= TASK ITEM =
Please copy the data exactly as it stands, minus the images.

= Stored data entries =
»»
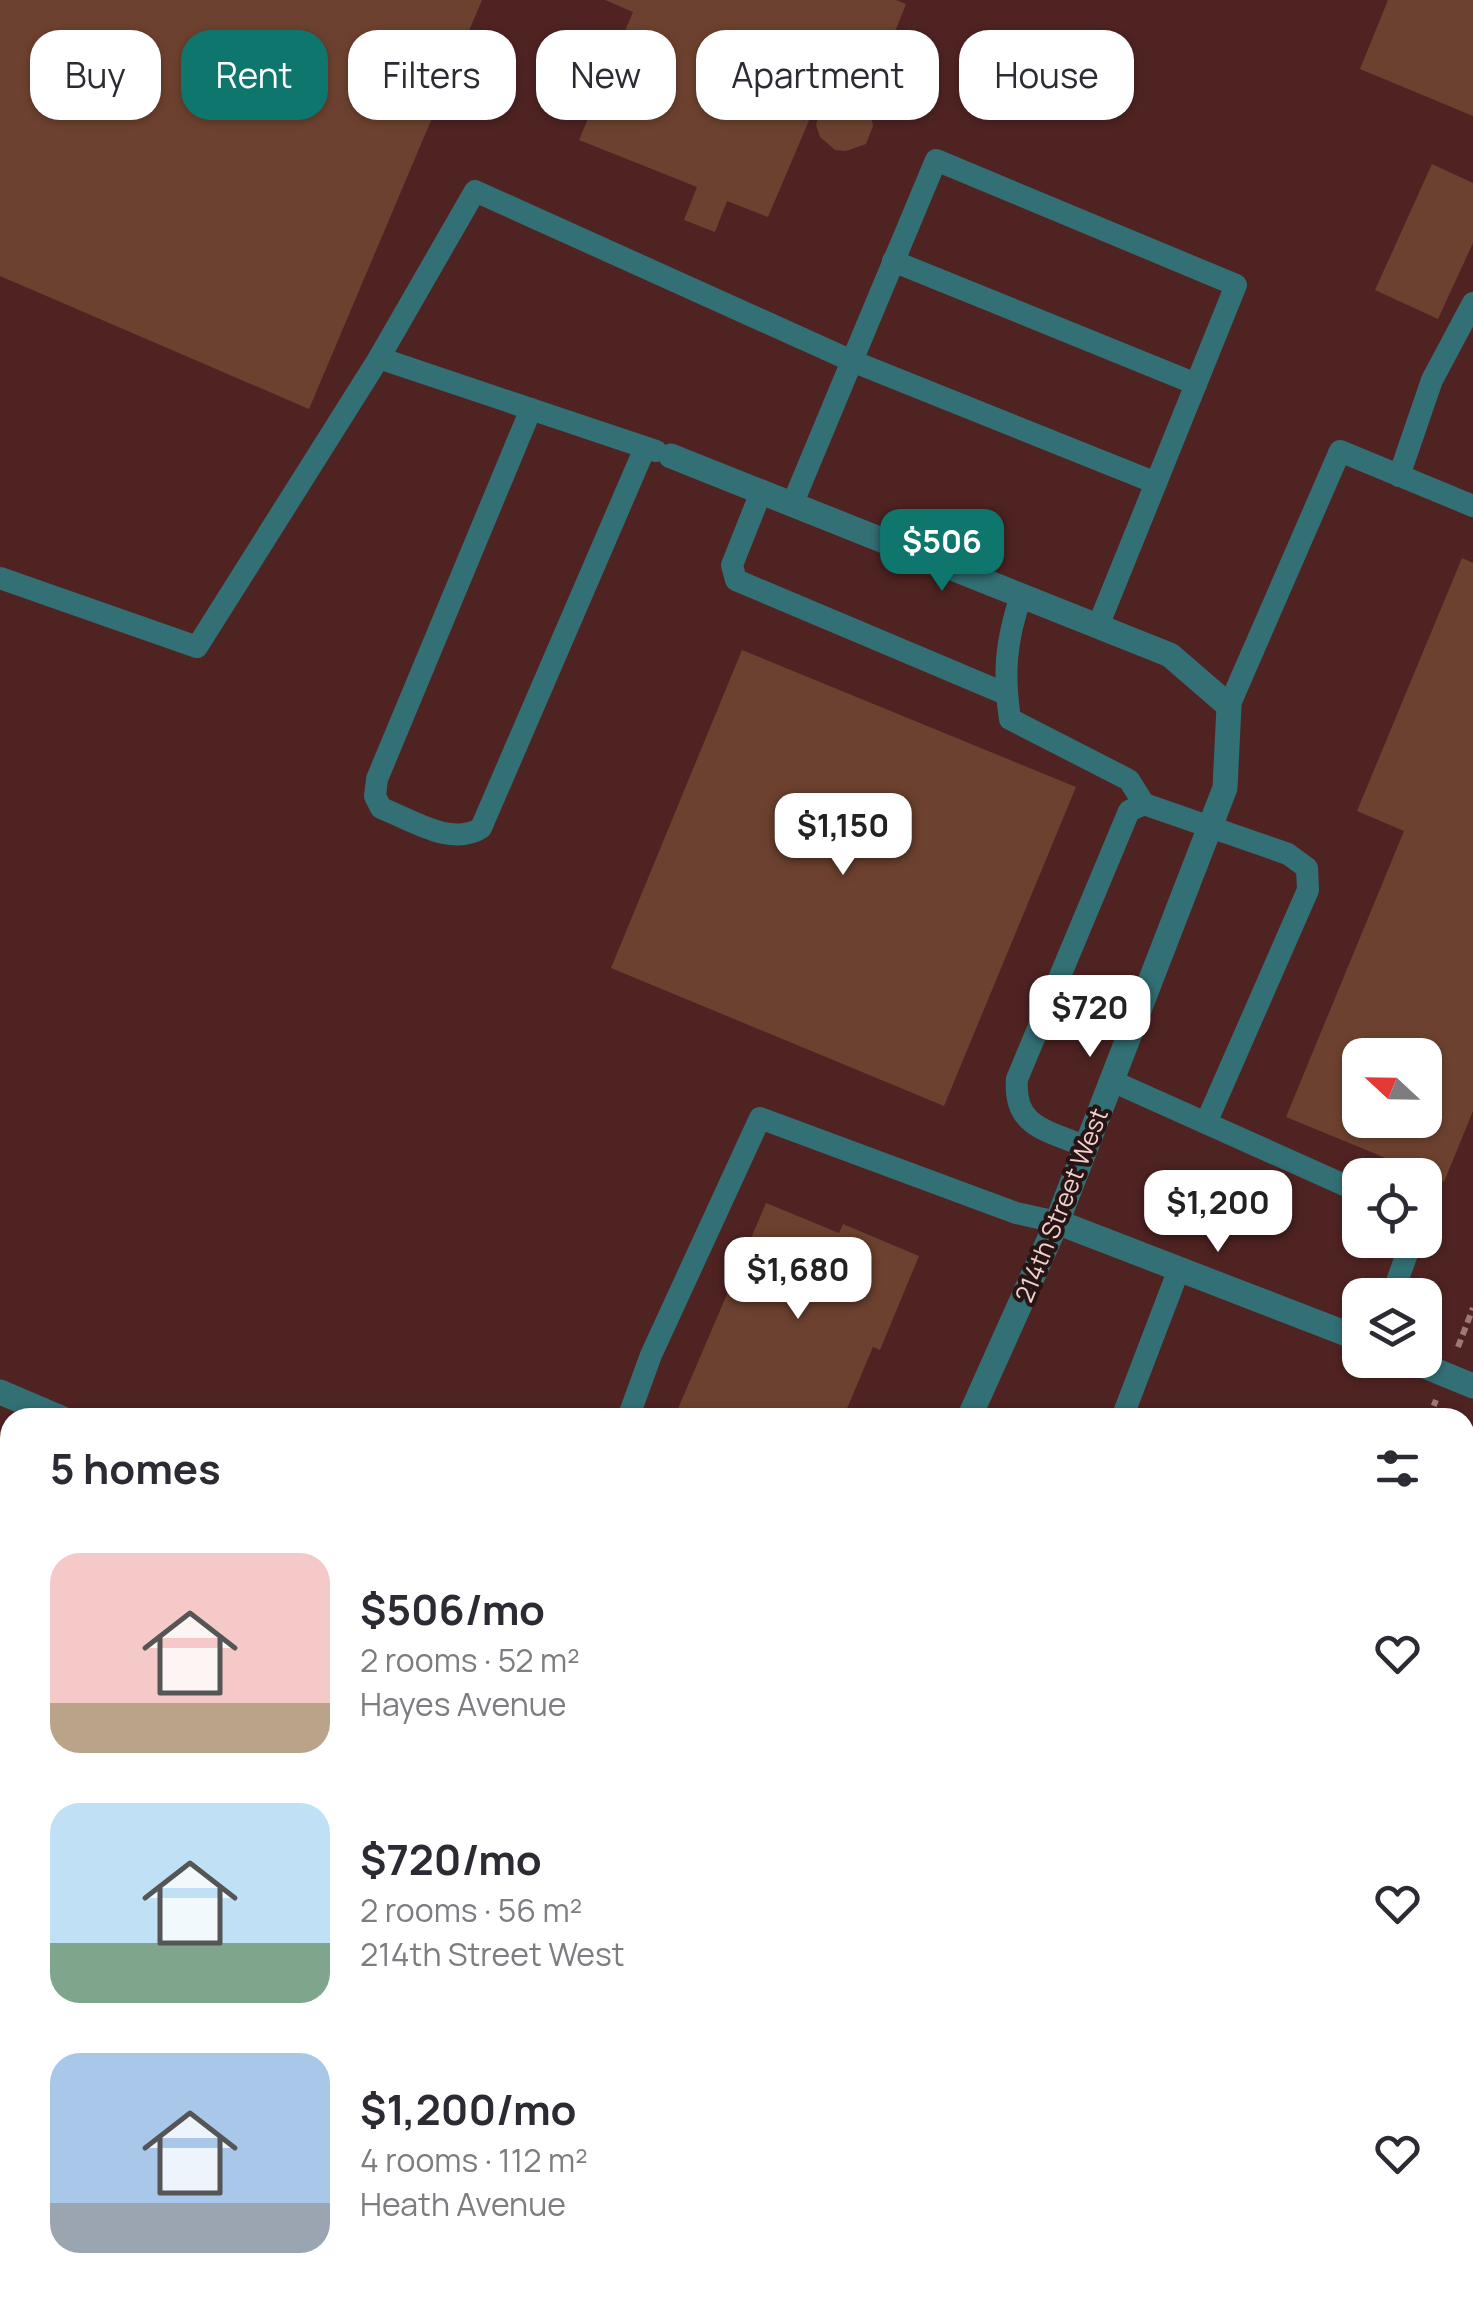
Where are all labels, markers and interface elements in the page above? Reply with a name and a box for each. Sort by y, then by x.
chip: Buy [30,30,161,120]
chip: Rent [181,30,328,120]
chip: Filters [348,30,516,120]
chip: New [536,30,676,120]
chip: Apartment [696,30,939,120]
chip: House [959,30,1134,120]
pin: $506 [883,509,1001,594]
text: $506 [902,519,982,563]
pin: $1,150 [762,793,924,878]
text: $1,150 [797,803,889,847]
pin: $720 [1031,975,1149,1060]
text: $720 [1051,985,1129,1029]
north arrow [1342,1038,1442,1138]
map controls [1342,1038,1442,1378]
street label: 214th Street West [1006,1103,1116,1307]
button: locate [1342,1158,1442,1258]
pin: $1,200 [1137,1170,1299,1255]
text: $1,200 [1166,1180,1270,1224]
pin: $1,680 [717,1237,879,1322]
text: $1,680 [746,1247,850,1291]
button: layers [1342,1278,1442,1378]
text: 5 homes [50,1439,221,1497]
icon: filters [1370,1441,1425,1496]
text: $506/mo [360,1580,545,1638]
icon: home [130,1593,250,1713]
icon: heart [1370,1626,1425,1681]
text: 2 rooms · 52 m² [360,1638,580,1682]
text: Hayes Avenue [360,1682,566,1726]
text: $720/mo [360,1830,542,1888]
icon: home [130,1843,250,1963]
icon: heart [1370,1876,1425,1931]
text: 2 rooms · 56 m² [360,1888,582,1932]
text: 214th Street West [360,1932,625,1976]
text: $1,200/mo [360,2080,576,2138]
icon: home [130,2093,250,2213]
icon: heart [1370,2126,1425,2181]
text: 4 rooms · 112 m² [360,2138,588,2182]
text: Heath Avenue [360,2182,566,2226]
««
= EXPECTED OUTPUT =
Where are all labels, markers and interface elements in the page above? Reply with a name and a box for each. Sort by y, then by x.
chip: Buy [30,30,161,120]
chip: Rent [181,30,328,120]
chip: Filters [348,30,516,120]
chip: New [536,30,676,120]
chip: Apartment [696,30,939,120]
chip: House [959,30,1134,120]
pin: $506 [883,509,1001,594]
text: $506 [902,519,982,563]
pin: $1,150 [762,793,924,878]
text: $1,150 [797,803,889,847]
pin: $720 [1031,975,1149,1060]
text: $720 [1051,985,1129,1029]
north arrow [1342,1038,1442,1138]
map controls [1342,1038,1442,1378]
street label: 214th Street West [1006,1103,1116,1307]
button: locate [1342,1158,1442,1258]
pin: $1,200 [1137,1170,1299,1255]
text: $1,200 [1166,1180,1270,1224]
pin: $1,680 [717,1237,879,1322]
text: $1,680 [746,1247,850,1291]
button: layers [1342,1278,1442,1378]
text: 5 homes [50,1439,221,1497]
icon: filters [1370,1441,1425,1496]
text: $506/mo [360,1580,545,1638]
icon: home [130,1593,250,1713]
icon: heart [1370,1626,1425,1681]
text: 2 rooms · 52 m² [360,1638,580,1682]
text: Hayes Avenue [360,1682,566,1726]
text: $720/mo [360,1830,542,1888]
icon: home [130,1843,250,1963]
icon: heart [1370,1876,1425,1931]
text: 2 rooms · 56 m² [360,1888,582,1932]
text: 214th Street West [360,1932,625,1976]
text: $1,200/mo [360,2080,576,2138]
icon: home [130,2093,250,2213]
icon: heart [1370,2126,1425,2181]
text: 4 rooms · 112 m² [360,2138,588,2182]
text: Heath Avenue [360,2182,566,2226]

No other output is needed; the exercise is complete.